**ABOUT THIS TASK**
Would you reproduce every record exactly, leaving out the pictures?

================================

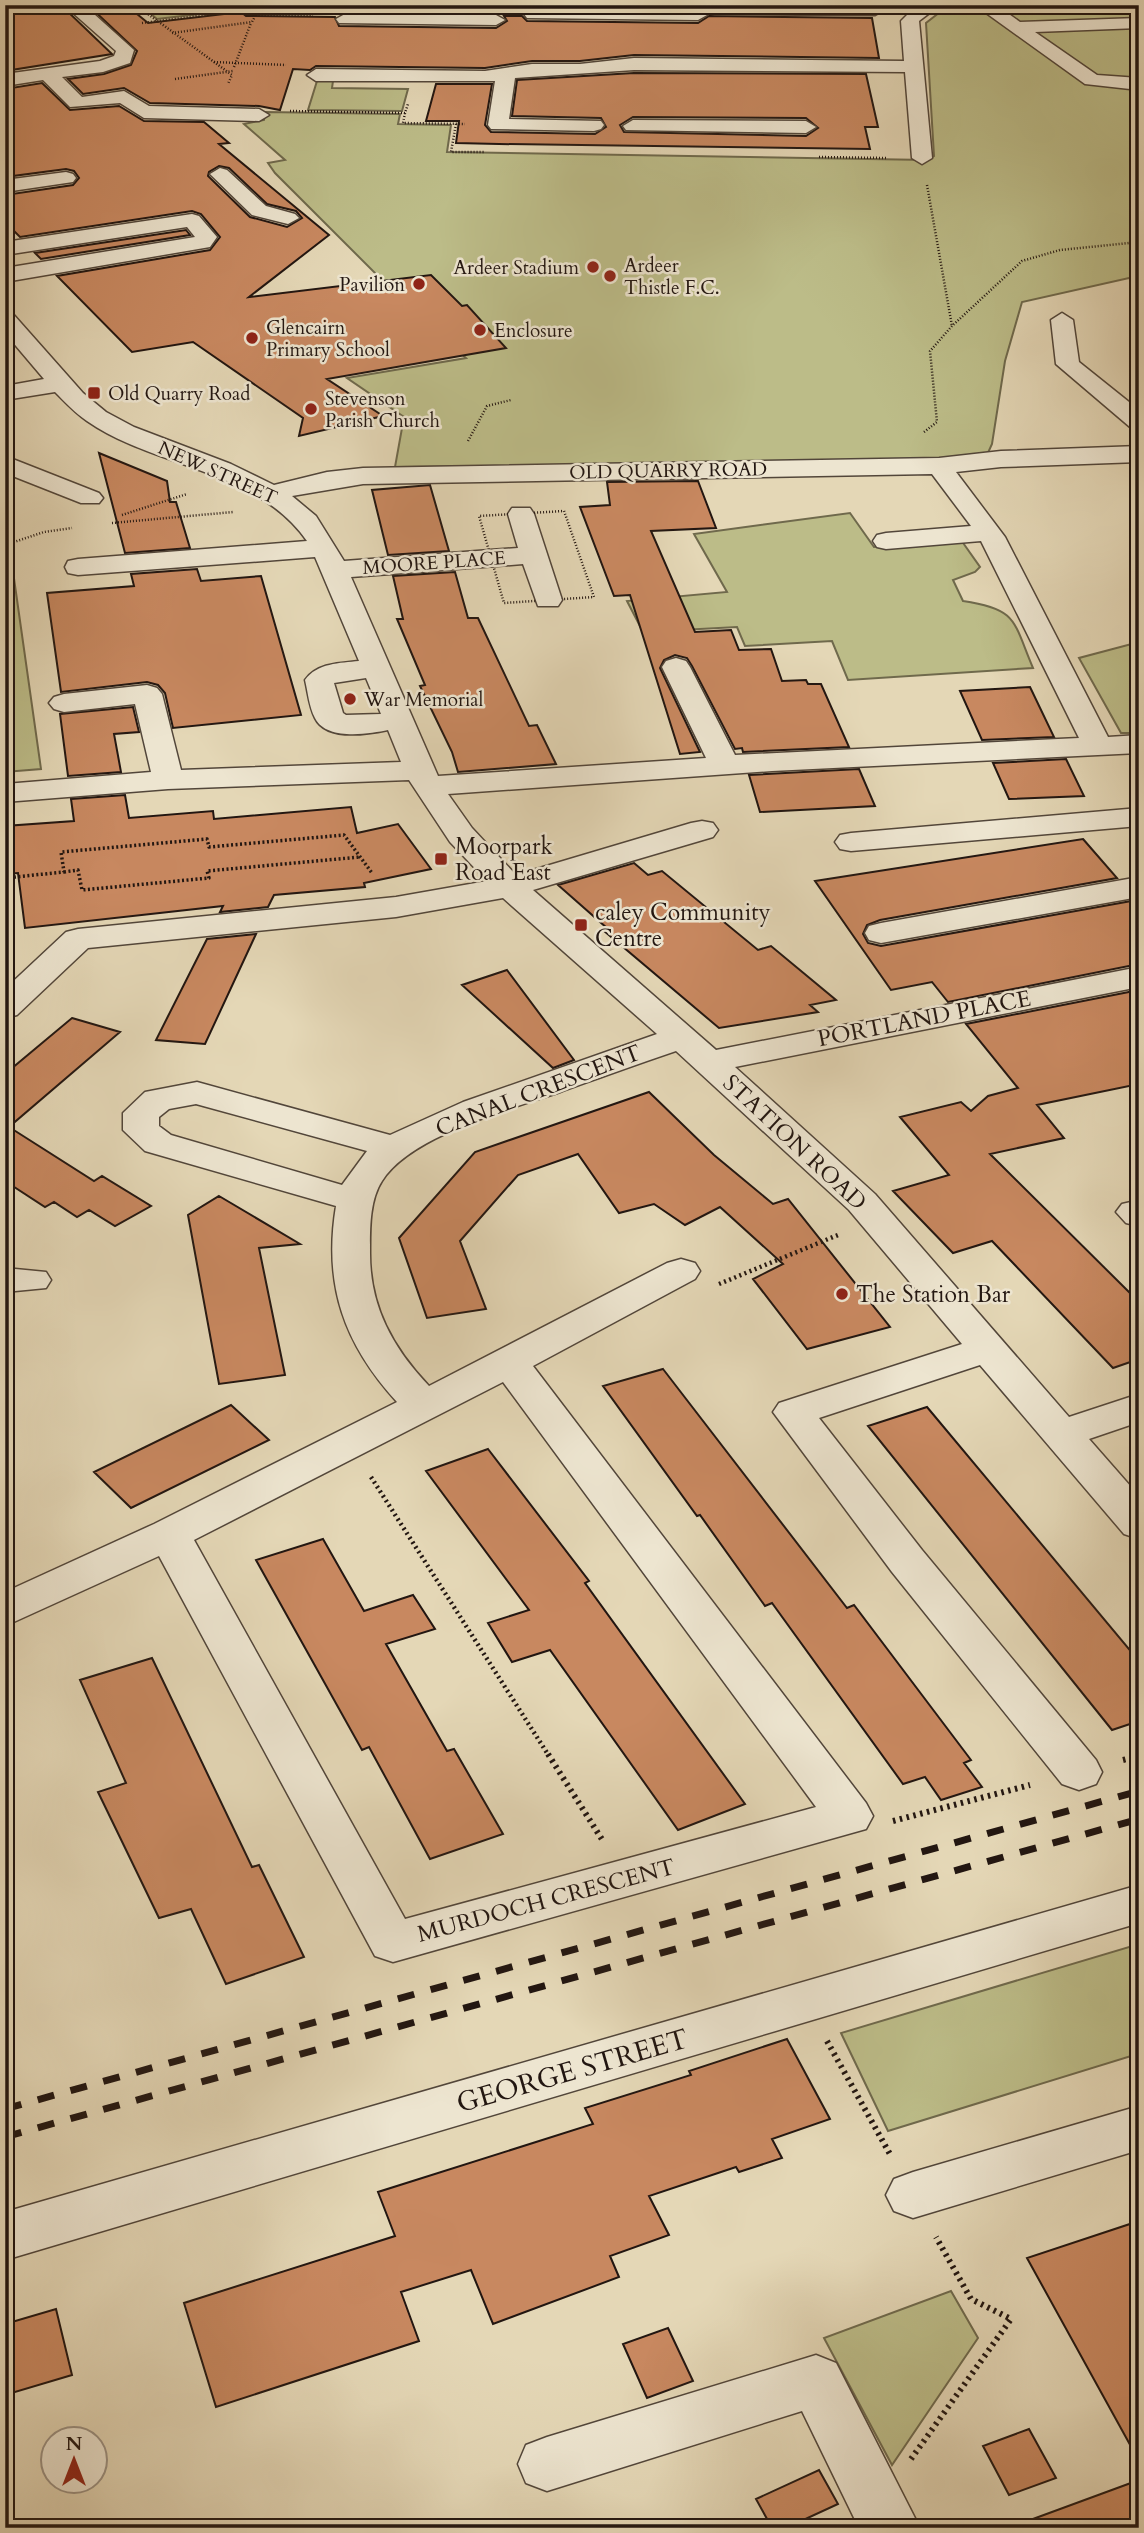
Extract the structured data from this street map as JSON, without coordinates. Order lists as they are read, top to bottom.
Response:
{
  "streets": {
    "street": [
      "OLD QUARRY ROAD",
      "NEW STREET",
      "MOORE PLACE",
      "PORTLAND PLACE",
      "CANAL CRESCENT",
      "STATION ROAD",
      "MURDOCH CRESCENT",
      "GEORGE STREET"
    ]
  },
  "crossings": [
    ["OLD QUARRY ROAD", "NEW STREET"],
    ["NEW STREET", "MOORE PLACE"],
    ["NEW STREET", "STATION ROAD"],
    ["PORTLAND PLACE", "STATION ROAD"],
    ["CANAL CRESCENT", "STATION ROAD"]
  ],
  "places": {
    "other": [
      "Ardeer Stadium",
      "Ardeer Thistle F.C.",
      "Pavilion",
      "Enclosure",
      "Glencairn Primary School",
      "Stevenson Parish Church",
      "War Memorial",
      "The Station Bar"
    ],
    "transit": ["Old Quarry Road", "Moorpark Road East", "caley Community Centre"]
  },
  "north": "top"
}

================================

**ANSWER TO THIS EXERCISE**
Extract the structured data from this street map as JSON, without coordinates. Order lists as they are read, top to bottom.
Response:
{
  "streets": {
    "street": [
      "OLD QUARRY ROAD",
      "NEW STREET",
      "MOORE PLACE",
      "PORTLAND PLACE",
      "CANAL CRESCENT",
      "STATION ROAD",
      "MURDOCH CRESCENT",
      "GEORGE STREET"
    ]
  },
  "crossings": [
    ["OLD QUARRY ROAD", "NEW STREET"],
    ["NEW STREET", "MOORE PLACE"],
    ["NEW STREET", "STATION ROAD"],
    ["PORTLAND PLACE", "STATION ROAD"],
    ["CANAL CRESCENT", "STATION ROAD"]
  ],
  "places": {
    "other": [
      "Ardeer Stadium",
      "Ardeer Thistle F.C.",
      "Pavilion",
      "Enclosure",
      "Glencairn Primary School",
      "Stevenson Parish Church",
      "War Memorial",
      "The Station Bar"
    ],
    "transit": ["Old Quarry Road", "Moorpark Road East", "caley Community Centre"]
  },
  "north": "top"
}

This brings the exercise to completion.